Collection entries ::
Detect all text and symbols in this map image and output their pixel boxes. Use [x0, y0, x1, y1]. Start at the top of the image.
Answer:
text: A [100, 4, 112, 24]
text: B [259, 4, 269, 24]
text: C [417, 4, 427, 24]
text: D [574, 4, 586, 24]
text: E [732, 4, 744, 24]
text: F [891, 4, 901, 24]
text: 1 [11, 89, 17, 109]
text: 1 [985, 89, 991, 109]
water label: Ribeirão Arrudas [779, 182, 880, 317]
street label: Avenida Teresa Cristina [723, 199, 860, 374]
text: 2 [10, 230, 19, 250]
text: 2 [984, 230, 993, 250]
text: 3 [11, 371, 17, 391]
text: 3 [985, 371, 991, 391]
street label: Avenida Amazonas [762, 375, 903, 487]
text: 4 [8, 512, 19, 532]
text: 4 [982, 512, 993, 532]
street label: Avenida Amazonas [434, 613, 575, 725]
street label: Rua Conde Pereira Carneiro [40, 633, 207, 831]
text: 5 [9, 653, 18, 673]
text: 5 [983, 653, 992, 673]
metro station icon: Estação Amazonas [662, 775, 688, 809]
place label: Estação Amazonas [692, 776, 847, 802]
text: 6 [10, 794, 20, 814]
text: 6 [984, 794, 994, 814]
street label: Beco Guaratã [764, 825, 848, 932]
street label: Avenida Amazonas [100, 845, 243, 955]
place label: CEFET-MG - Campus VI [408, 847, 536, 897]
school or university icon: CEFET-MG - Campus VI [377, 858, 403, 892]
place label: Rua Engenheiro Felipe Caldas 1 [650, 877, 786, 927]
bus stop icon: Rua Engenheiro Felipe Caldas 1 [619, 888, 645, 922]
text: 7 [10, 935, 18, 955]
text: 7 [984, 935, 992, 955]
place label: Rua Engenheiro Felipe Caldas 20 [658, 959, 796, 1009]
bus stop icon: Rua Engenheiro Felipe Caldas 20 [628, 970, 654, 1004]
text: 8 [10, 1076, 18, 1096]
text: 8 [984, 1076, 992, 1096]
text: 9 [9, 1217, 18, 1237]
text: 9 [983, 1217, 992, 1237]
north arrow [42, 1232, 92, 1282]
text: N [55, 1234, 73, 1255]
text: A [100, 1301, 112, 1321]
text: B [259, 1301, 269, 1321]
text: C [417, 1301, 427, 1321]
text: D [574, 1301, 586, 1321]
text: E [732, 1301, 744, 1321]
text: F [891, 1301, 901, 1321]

Task to carry out :: Could you find each line in the entries that contains the string "street" and copy it?

Response area ::
street label: Avenida Teresa Cristina [723, 199, 860, 374]
street label: Avenida Amazonas [762, 375, 903, 487]
street label: Avenida Amazonas [434, 613, 575, 725]
street label: Rua Conde Pereira Carneiro [40, 633, 207, 831]
street label: Beco Guaratã [764, 825, 848, 932]
street label: Avenida Amazonas [100, 845, 243, 955]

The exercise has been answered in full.